Russian-based hackers accused
Cybersecurity agencies are blaming the incessant rise of attacks on critical infrastructure on state-sponsored attackers, especially those from Russia. This type of attack is not the challenge of insurance companies, but those demanding ransomware payments.
Western officials are pointing accusing fingers at threat groups based in Russia. They often steal the data, encrypt them, and demand a ransom payment from their victims before decrypting and releasing the data.
Surging cost in cyber insurance
For organizations that buy cyber insurance policies, ransomware is usually part of the cover offered by most insurance companies. In this U.S about 50% of those that purchase insurance or their organizations have such ransomware clause included in the policies. The compensation includes financial indemnity for losses suffered due to the attack and the cost incurred for the ransom payment.
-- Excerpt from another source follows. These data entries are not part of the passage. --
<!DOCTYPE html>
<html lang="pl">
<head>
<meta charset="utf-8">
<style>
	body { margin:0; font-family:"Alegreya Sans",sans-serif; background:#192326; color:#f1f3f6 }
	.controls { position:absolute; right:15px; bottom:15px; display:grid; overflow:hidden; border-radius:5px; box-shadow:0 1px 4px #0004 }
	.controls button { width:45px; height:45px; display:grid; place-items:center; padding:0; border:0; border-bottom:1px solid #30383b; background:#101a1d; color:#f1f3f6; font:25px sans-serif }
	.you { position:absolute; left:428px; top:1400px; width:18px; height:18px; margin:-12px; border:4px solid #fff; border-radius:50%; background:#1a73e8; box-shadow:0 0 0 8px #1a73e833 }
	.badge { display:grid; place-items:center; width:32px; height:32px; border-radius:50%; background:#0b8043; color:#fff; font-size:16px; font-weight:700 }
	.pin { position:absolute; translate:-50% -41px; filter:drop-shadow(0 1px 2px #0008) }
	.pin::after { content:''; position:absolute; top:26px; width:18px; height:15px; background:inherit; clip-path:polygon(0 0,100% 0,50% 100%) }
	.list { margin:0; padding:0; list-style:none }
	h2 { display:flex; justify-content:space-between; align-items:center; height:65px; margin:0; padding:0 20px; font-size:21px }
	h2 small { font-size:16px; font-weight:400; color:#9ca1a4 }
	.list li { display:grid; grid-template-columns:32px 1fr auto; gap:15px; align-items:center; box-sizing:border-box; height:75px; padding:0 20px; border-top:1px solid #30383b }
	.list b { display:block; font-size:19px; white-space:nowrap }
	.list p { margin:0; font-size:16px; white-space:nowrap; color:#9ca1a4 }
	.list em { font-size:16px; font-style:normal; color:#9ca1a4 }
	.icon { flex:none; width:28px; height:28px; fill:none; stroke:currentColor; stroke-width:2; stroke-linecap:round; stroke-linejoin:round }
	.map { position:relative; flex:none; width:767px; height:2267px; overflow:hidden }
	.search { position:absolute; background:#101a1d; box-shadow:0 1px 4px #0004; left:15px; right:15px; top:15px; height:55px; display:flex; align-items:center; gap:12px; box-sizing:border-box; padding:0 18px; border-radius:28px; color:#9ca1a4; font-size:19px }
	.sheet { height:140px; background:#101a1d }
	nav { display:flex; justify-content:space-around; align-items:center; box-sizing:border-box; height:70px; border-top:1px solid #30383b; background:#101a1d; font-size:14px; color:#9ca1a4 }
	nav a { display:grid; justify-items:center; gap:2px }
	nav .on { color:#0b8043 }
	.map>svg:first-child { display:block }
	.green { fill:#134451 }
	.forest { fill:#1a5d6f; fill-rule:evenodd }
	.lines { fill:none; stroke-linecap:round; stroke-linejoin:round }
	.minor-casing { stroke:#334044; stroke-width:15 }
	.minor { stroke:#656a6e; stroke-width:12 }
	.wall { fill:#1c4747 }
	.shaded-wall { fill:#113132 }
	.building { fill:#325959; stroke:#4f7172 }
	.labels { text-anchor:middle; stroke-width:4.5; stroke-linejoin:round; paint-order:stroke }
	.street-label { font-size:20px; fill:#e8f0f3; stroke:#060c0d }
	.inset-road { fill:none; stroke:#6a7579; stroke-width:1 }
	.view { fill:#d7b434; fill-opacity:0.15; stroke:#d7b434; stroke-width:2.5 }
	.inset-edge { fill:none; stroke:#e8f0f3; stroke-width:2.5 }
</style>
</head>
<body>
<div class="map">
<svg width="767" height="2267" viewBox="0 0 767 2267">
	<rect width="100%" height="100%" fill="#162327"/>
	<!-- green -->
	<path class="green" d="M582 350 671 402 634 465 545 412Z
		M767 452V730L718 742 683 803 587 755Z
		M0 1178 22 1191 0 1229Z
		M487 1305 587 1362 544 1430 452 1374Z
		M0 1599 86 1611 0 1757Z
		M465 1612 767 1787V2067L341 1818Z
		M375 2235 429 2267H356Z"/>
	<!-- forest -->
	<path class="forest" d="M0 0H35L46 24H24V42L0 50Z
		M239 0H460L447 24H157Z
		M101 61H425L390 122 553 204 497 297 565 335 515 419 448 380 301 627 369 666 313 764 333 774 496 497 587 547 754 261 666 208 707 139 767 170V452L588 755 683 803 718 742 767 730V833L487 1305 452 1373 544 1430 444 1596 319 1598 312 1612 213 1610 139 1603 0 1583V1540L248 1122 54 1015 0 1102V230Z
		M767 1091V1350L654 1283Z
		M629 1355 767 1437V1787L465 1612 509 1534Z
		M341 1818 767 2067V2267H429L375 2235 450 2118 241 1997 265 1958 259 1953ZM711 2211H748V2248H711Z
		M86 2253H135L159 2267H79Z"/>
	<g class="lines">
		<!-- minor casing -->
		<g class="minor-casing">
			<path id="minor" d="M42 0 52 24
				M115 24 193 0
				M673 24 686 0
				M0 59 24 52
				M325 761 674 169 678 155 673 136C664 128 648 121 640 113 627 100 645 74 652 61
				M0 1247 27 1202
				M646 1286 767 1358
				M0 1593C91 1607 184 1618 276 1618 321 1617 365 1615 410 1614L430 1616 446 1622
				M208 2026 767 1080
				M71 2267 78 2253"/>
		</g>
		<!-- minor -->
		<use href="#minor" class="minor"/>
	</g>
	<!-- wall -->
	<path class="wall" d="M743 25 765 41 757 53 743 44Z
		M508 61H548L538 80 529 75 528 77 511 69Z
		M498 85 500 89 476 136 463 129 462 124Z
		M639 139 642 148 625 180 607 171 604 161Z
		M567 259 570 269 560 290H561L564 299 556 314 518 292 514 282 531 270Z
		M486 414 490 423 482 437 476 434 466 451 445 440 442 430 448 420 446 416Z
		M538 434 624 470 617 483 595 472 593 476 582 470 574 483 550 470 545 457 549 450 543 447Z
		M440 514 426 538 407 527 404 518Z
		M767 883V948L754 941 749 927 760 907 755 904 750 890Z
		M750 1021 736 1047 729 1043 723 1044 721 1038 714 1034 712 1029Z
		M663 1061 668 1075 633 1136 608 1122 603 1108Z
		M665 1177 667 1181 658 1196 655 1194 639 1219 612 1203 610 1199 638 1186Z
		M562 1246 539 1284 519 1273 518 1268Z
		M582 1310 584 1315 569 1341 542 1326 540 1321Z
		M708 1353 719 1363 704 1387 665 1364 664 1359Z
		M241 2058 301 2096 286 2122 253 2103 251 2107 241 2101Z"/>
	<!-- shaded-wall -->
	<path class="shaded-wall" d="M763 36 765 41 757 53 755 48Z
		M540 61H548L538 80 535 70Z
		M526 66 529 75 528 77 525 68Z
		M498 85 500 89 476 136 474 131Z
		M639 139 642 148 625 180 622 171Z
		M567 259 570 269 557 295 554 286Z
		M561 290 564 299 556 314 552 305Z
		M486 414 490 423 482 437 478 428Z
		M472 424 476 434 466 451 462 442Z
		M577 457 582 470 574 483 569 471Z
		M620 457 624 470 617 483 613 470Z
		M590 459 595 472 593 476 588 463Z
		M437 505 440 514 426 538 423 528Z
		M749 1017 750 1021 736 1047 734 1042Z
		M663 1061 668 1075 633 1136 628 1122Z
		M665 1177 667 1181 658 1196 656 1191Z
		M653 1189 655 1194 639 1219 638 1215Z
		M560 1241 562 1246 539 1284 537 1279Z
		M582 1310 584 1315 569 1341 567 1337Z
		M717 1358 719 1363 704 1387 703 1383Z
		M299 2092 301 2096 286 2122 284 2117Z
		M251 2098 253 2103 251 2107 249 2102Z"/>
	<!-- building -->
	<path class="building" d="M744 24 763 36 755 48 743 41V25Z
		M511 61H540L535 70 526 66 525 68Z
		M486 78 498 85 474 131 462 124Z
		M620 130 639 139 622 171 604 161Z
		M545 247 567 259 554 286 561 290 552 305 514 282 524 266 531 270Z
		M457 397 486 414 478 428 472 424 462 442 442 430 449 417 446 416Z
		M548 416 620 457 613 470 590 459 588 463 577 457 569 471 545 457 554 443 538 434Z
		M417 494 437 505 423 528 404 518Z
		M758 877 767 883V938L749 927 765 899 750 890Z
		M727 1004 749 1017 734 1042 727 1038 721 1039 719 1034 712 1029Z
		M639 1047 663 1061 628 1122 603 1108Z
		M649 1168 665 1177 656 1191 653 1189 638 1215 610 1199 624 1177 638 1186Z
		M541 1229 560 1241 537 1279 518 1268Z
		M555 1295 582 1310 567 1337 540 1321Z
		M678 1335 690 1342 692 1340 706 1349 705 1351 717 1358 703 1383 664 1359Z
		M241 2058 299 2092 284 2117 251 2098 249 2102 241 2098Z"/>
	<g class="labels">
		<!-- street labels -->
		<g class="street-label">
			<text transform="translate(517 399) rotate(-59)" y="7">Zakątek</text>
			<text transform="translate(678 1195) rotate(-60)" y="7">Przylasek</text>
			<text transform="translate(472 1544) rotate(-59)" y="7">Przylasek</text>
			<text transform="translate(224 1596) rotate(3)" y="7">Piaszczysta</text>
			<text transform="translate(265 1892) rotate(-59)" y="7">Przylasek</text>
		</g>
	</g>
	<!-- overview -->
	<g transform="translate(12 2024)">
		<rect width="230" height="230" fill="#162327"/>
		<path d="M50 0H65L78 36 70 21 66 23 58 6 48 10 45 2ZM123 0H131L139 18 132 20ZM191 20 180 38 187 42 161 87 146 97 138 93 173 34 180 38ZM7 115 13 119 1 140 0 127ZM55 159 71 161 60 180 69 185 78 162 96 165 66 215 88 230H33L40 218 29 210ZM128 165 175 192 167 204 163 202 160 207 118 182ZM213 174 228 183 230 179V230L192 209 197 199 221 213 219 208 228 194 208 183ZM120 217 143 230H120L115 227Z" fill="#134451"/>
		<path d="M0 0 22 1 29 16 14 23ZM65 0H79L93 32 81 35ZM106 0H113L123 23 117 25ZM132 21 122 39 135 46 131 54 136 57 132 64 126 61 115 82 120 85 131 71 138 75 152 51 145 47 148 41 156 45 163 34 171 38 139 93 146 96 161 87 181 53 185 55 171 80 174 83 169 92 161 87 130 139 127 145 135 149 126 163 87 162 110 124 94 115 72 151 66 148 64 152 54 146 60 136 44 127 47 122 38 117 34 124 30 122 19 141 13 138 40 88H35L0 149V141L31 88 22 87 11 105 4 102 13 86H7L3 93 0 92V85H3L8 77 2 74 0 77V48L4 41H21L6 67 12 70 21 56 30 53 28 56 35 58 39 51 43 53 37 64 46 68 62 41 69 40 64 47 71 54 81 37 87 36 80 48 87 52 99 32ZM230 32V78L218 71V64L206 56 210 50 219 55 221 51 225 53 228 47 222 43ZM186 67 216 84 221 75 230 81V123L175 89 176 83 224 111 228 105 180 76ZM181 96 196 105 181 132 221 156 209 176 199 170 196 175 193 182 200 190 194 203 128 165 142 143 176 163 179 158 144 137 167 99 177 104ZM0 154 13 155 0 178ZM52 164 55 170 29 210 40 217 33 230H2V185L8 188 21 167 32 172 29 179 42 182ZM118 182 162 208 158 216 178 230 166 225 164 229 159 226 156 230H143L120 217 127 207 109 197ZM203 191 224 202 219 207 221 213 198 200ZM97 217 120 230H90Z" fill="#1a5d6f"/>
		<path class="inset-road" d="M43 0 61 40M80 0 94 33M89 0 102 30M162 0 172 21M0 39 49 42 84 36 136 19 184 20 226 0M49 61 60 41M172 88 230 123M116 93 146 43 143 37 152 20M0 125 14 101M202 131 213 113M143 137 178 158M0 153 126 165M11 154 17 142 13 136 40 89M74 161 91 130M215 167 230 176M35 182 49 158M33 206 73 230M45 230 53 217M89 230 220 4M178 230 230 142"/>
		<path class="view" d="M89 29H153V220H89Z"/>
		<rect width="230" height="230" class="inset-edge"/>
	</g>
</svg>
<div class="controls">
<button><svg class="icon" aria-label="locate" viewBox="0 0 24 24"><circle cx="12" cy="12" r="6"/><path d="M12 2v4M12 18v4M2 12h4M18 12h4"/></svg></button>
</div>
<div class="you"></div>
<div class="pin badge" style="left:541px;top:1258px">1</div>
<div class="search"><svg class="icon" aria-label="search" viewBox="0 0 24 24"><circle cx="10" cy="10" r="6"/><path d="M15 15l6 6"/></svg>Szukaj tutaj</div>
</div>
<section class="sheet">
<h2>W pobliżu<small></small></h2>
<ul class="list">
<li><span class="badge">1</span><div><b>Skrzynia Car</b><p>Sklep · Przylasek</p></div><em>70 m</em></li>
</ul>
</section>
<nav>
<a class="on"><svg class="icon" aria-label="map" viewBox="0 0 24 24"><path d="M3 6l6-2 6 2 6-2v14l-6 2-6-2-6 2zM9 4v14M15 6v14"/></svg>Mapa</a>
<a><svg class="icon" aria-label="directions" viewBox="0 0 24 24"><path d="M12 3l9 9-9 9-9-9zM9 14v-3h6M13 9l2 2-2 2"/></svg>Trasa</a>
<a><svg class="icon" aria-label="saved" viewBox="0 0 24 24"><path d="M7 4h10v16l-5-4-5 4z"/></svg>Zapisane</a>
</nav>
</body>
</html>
It also includes other services like data recovery and other financial losses suffered because of the incident.
The cost of cyber insurance is expectedly rising in the U.S. Premium for such insurance cover has surged by 27% from last year, based on the data shared by Insurance broker Aon.
Claims of insurance rising
Insurers have also intensified their vigilance and controls when it comes to the organizations they sell such cover to. For example, U.S. insurance giant AIG has put a tougher underwriting approach was set up this year, which outlined 25 detailed questions on the security measures of the clients. Insurance companies are looking to reduce the risk of a ransomware attack as much as possible.
AIG’s global head of cyber insurance Tracie Grella stated that the company is looking to reduce the risk of exposure and attack. He added that AIG “may not write coverage at all” if it has very low controls.
With the surging claims of ransomware insurance, the profits of insurance companies have been hit. As a result, underwriters are contemplating whether it’s still worth it to continue offering coverage for that class of insurance.